What is needed: Below are some records. Say how many of their lines include the string "JSON", giving only the number.

The data:
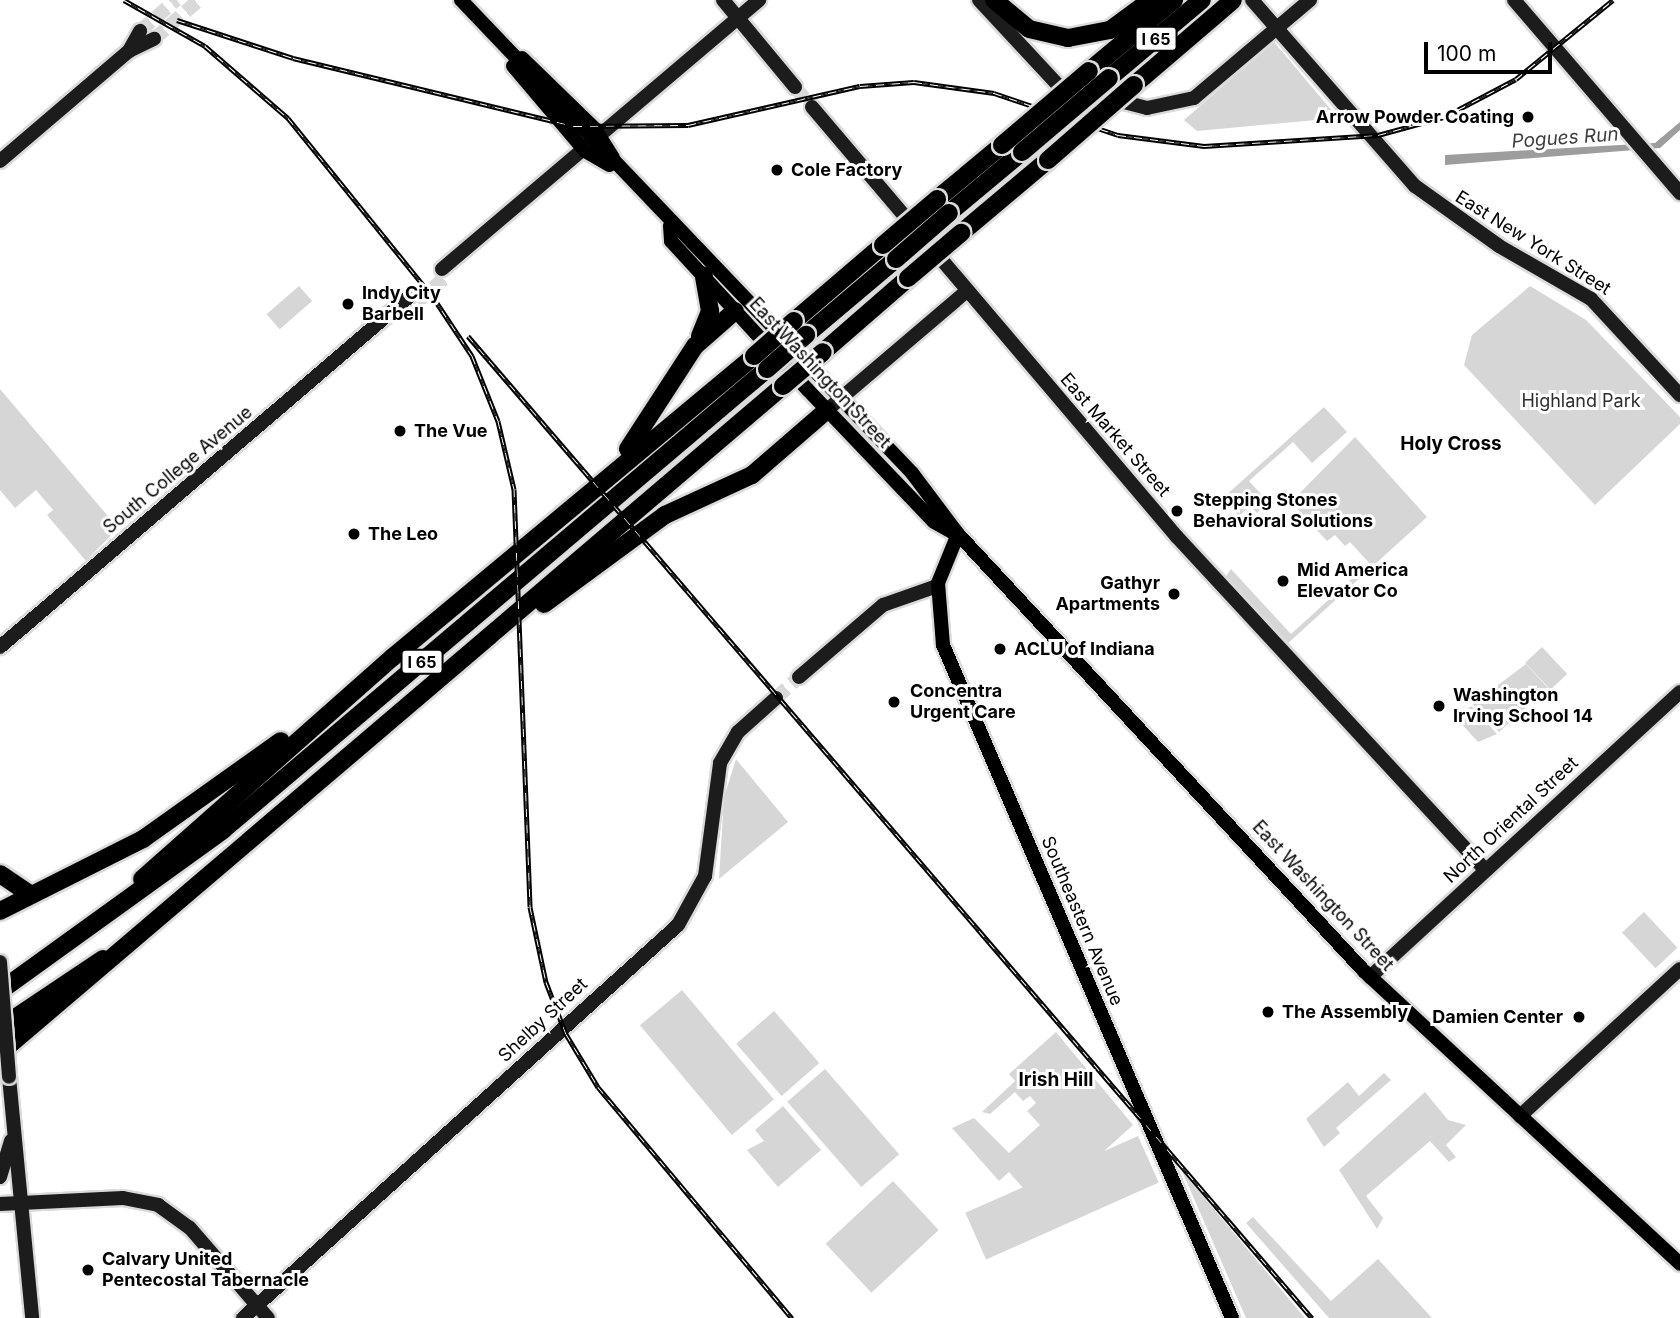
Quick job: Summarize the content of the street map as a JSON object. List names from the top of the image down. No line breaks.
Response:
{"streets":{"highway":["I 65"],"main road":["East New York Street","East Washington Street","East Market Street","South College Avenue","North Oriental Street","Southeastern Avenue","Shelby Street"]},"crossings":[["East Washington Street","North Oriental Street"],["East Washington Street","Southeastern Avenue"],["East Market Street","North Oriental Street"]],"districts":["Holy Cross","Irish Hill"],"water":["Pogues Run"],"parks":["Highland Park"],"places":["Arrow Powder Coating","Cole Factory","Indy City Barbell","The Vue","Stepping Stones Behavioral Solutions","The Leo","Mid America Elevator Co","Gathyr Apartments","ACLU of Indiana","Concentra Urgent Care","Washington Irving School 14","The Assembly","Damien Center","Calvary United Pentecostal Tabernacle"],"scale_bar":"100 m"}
---
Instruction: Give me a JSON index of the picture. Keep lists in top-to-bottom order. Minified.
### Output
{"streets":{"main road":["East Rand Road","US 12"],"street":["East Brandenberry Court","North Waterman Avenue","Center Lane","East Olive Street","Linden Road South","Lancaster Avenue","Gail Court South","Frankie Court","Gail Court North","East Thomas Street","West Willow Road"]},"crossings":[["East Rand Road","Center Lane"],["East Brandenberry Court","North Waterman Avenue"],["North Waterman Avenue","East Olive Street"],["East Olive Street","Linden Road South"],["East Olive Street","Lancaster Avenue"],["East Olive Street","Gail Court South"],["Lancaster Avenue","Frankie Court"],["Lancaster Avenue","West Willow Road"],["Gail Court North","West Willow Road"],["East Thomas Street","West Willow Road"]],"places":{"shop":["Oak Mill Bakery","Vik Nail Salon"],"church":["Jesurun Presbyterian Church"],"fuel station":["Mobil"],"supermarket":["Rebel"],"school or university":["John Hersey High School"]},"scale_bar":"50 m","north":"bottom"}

Answer for the task: 2